What the task requires → Your output should be the lines of the data that follow, reproduced exactly from the first through the line bearing "281px,1167px 313px,1178px 343px,1156px".

[Collected data entries]
>>>
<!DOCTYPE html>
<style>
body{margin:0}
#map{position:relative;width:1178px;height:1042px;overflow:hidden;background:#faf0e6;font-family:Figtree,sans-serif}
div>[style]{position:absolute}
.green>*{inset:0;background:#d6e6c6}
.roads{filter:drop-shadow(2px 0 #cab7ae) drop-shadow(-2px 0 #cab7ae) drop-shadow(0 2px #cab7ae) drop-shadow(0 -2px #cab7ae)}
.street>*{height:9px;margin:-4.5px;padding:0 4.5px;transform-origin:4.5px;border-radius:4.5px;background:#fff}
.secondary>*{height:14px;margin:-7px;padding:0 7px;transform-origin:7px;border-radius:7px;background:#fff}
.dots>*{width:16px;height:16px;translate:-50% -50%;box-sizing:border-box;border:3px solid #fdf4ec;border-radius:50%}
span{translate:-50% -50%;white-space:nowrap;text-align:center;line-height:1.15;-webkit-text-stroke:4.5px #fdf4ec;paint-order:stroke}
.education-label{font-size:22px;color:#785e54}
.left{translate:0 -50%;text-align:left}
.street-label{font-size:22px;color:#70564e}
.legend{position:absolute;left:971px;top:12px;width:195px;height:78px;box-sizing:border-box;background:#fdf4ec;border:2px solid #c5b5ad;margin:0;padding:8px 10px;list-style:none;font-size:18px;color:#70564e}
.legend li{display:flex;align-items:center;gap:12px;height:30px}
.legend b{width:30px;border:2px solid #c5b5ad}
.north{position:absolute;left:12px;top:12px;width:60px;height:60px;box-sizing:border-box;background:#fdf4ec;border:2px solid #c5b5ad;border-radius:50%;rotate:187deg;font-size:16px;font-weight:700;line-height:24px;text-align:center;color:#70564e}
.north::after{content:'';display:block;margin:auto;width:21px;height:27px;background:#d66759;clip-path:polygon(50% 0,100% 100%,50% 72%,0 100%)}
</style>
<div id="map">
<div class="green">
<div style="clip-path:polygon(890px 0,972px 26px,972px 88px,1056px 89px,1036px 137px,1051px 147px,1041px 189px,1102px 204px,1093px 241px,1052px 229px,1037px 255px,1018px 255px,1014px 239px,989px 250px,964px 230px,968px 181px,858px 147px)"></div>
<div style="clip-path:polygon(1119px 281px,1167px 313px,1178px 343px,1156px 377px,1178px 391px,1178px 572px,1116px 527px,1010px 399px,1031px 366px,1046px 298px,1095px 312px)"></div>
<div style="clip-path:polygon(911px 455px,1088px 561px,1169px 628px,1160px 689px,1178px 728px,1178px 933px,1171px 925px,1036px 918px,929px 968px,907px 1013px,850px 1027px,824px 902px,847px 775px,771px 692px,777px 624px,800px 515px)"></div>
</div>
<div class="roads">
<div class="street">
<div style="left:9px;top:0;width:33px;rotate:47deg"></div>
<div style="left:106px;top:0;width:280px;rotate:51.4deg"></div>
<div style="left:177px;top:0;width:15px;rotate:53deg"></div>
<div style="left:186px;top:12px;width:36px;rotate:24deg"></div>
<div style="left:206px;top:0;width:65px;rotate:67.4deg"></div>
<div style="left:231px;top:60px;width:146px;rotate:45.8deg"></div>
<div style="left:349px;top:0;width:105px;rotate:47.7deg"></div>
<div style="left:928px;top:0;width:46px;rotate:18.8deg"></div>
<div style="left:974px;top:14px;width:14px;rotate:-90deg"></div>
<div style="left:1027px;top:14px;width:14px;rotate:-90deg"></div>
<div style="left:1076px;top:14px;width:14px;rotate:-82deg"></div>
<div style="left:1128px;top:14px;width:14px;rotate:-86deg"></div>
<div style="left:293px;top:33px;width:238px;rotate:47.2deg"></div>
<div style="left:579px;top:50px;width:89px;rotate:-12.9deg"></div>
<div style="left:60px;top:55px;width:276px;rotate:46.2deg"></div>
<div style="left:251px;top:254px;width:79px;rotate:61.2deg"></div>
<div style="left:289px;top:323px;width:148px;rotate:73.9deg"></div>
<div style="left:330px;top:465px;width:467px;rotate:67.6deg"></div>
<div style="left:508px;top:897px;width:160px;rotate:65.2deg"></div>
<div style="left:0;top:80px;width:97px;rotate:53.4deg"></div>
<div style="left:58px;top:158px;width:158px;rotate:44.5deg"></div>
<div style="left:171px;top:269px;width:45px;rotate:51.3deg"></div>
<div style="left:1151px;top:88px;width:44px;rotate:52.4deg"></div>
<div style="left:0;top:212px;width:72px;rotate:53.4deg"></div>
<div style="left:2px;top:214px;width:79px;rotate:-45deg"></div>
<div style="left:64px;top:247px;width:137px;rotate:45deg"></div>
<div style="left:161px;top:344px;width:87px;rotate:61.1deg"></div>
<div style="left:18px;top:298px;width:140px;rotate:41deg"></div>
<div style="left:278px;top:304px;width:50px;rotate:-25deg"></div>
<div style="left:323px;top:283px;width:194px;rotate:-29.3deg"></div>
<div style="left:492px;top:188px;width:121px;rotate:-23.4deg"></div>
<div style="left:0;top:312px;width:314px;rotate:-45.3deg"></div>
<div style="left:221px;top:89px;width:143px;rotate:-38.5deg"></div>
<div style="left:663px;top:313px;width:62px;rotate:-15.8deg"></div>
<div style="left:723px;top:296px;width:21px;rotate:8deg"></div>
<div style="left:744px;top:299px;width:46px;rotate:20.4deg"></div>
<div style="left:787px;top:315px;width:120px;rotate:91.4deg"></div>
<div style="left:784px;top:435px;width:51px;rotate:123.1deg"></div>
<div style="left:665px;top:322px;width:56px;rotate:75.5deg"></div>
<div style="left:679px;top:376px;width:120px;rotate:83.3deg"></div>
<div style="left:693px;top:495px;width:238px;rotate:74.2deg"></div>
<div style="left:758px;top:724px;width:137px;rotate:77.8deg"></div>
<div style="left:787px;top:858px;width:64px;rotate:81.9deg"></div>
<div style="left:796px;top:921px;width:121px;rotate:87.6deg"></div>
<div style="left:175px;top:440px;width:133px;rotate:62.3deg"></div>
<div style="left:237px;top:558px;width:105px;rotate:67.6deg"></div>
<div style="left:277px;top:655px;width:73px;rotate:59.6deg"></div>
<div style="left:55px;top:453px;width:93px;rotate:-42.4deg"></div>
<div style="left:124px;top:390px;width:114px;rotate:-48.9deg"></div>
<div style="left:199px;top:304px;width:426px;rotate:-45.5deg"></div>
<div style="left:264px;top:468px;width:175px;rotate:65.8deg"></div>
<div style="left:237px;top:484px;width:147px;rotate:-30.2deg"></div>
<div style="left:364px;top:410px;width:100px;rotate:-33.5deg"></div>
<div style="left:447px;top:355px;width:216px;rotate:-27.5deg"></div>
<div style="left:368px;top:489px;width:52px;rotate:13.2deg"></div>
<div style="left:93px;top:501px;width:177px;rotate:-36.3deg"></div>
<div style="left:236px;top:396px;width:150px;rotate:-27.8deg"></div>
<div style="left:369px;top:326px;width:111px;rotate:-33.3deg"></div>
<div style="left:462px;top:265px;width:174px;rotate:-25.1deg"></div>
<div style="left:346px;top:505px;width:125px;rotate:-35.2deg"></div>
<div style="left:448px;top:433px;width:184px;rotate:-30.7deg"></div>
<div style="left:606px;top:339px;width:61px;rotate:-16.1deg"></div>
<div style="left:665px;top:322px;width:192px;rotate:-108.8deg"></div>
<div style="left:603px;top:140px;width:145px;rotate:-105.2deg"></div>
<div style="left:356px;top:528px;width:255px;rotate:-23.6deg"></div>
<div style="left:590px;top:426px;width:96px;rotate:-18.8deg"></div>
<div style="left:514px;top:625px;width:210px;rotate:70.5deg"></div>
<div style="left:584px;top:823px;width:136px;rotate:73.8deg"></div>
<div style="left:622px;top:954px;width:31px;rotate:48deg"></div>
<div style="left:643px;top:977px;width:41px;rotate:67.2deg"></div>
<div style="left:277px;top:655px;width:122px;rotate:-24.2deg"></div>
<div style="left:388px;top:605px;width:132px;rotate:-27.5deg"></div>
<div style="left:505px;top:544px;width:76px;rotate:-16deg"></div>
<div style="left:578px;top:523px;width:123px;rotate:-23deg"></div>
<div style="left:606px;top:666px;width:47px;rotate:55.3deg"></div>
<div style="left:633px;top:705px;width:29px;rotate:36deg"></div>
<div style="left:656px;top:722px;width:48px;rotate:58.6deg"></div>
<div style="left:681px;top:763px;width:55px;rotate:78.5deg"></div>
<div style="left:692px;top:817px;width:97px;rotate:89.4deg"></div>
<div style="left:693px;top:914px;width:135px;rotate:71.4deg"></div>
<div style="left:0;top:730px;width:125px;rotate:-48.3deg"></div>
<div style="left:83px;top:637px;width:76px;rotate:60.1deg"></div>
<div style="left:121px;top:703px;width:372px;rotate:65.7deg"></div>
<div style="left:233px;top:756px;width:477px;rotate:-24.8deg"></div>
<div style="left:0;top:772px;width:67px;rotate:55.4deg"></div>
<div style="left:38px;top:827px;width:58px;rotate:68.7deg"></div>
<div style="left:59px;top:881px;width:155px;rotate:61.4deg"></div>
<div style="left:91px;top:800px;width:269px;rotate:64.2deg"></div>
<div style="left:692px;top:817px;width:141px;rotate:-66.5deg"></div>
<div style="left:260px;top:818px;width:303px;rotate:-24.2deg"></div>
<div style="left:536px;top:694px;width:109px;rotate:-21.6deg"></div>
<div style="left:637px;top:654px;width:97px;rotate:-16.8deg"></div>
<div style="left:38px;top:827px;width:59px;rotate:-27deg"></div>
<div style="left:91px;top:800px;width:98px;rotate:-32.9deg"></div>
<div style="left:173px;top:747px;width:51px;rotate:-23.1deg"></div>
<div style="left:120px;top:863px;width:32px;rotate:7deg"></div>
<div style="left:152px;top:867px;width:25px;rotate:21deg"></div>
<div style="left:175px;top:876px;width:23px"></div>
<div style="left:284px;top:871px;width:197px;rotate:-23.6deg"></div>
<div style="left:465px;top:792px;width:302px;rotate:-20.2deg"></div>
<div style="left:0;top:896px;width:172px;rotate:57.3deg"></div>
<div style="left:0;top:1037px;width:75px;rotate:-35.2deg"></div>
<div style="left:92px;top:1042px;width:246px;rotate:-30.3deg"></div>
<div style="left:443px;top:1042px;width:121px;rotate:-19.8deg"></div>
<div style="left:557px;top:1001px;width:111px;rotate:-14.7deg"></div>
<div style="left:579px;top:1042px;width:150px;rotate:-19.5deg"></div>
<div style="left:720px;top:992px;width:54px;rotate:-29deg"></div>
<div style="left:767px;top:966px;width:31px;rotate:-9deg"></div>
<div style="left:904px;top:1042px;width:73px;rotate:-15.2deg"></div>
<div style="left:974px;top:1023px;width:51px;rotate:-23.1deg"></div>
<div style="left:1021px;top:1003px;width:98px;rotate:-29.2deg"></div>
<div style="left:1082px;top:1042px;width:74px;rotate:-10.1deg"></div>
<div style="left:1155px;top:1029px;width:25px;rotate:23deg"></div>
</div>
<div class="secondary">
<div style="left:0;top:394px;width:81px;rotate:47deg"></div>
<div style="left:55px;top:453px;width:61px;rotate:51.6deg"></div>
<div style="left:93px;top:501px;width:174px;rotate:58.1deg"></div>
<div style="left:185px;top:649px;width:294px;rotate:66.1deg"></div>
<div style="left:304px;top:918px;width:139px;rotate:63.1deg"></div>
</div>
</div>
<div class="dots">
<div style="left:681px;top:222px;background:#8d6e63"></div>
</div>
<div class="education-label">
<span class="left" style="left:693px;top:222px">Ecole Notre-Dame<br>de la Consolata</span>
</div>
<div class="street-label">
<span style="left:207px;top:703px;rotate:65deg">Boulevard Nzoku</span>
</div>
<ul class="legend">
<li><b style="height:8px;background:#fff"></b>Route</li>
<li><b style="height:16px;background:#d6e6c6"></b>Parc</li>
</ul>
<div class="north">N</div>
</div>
<<<
Answer space →
<!DOCTYPE html>
<style>
body{margin:0}
#map{position:relative;width:1178px;height:1042px;overflow:hidden;background:#faf0e6;font-family:Figtree,sans-serif}
div>[style]{position:absolute}
.green>*{inset:0;background:#d6e6c6}
.roads{filter:drop-shadow(2px 0 #cab7ae) drop-shadow(-2px 0 #cab7ae) drop-shadow(0 2px #cab7ae) drop-shadow(0 -2px #cab7ae)}
.street>*{height:9px;margin:-4.5px;padding:0 4.5px;transform-origin:4.5px;border-radius:4.5px;background:#fff}
.secondary>*{height:14px;margin:-7px;padding:0 7px;transform-origin:7px;border-radius:7px;background:#fff}
.dots>*{width:16px;height:16px;translate:-50% -50%;box-sizing:border-box;border:3px solid #fdf4ec;border-radius:50%}
span{translate:-50% -50%;white-space:nowrap;text-align:center;line-height:1.15;-webkit-text-stroke:4.5px #fdf4ec;paint-order:stroke}
.education-label{font-size:22px;color:#785e54}
.left{translate:0 -50%;text-align:left}
.street-label{font-size:22px;color:#70564e}
.legend{position:absolute;left:971px;top:12px;width:195px;height:78px;box-sizing:border-box;background:#fdf4ec;border:2px solid #c5b5ad;margin:0;padding:8px 10px;list-style:none;font-size:18px;color:#70564e}
.legend li{display:flex;align-items:center;gap:12px;height:30px}
.legend b{width:30px;border:2px solid #c5b5ad}
.north{position:absolute;left:12px;top:12px;width:60px;height:60px;box-sizing:border-box;background:#fdf4ec;border:2px solid #c5b5ad;border-radius:50%;rotate:187deg;font-size:16px;font-weight:700;line-height:24px;text-align:center;color:#70564e}
.north::after{content:'';display:block;margin:auto;width:21px;height:27px;background:#d66759;clip-path:polygon(50% 0,100% 100%,50% 72%,0 100%)}
</style>
<div id="map">
<div class="green">
<div style="clip-path:polygon(890px 0,972px 26px,972px 88px,1056px 89px,1036px 137px,1051px 147px,1041px 189px,1102px 204px,1093px 241px,1052px 229px,1037px 255px,1018px 255px,1014px 239px,989px 250px,964px 230px,968px 181px,858px 147px)"></div>
<div style="clip-path:polygon(1119px 281px,1167px 313px,1178px 343px,1156px 377px,1178px 391px,1178px 572px,1116px 527px,1010px 399px,1031px 366px,1046px 298px,1095px 312px)"></div>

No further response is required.